*GOAL OF THE EXERCISE*. Would you count the lines in the material below that include the string "data"? Only the number is needed.

*PROVIDED RECORDS*.
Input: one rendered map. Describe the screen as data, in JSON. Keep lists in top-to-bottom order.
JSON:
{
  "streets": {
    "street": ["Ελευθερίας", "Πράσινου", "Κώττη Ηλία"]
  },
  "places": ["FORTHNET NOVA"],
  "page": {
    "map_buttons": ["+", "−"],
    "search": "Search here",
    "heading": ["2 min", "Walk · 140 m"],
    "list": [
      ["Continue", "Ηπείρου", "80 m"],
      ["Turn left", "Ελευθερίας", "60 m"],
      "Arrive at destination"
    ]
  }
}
---
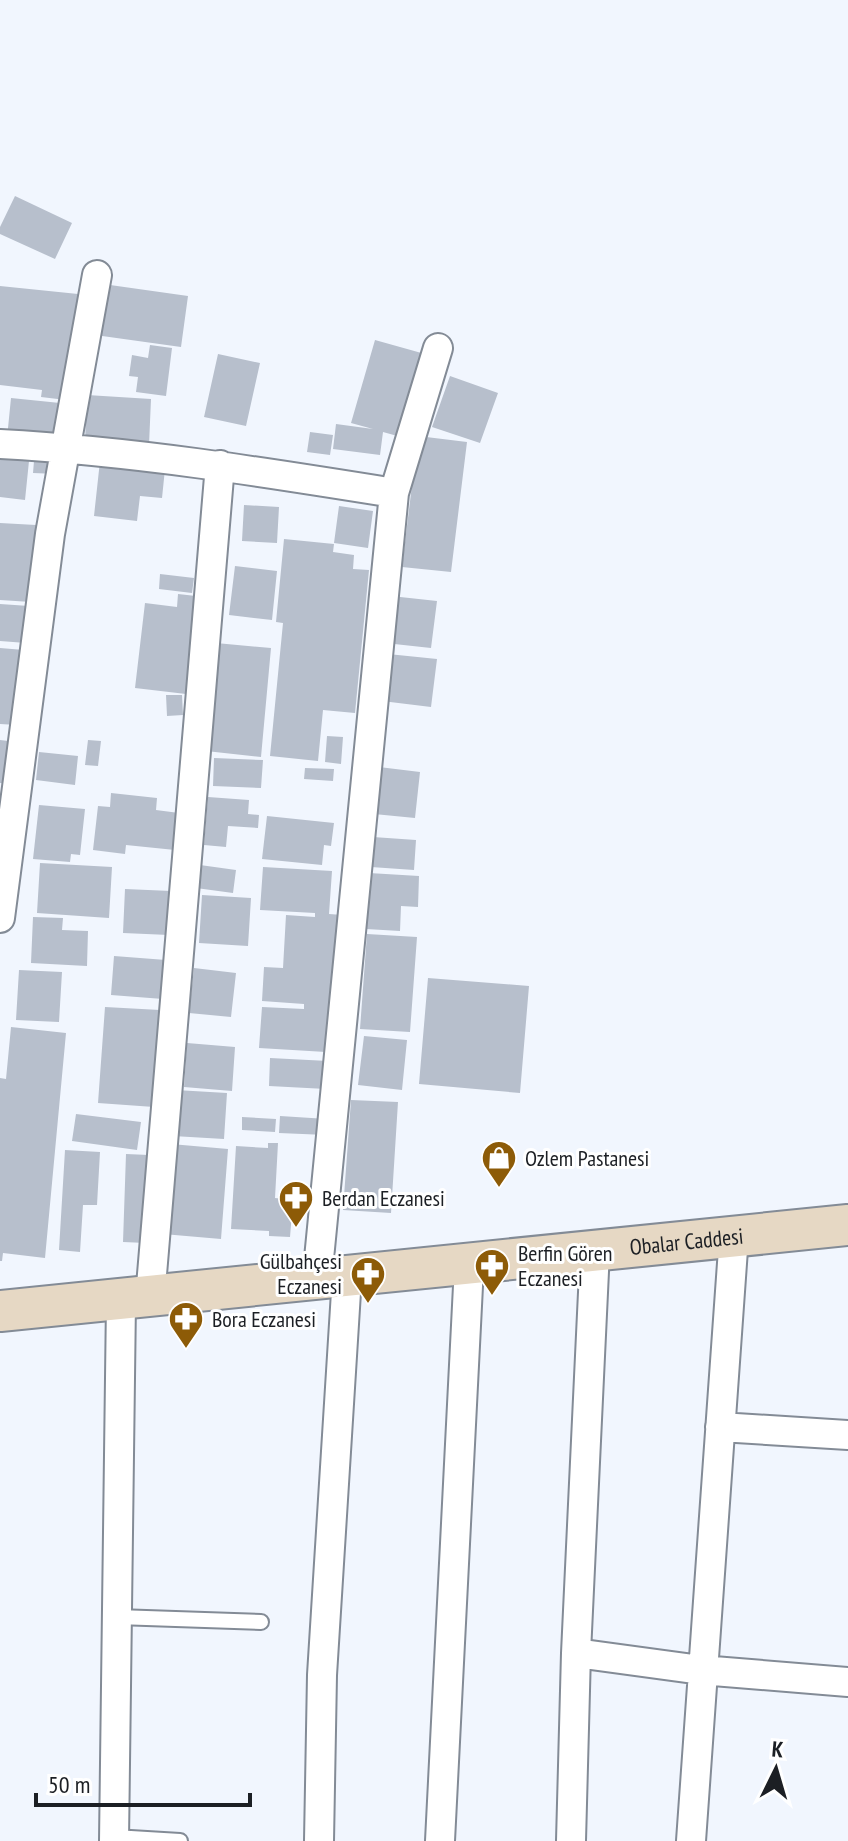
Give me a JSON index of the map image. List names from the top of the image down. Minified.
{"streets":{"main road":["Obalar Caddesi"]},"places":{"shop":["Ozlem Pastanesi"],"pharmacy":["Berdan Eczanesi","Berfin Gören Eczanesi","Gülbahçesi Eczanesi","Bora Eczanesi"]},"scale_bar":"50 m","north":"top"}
---
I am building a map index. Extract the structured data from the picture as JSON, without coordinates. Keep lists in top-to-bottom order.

*YOUR SOLUTION*. 2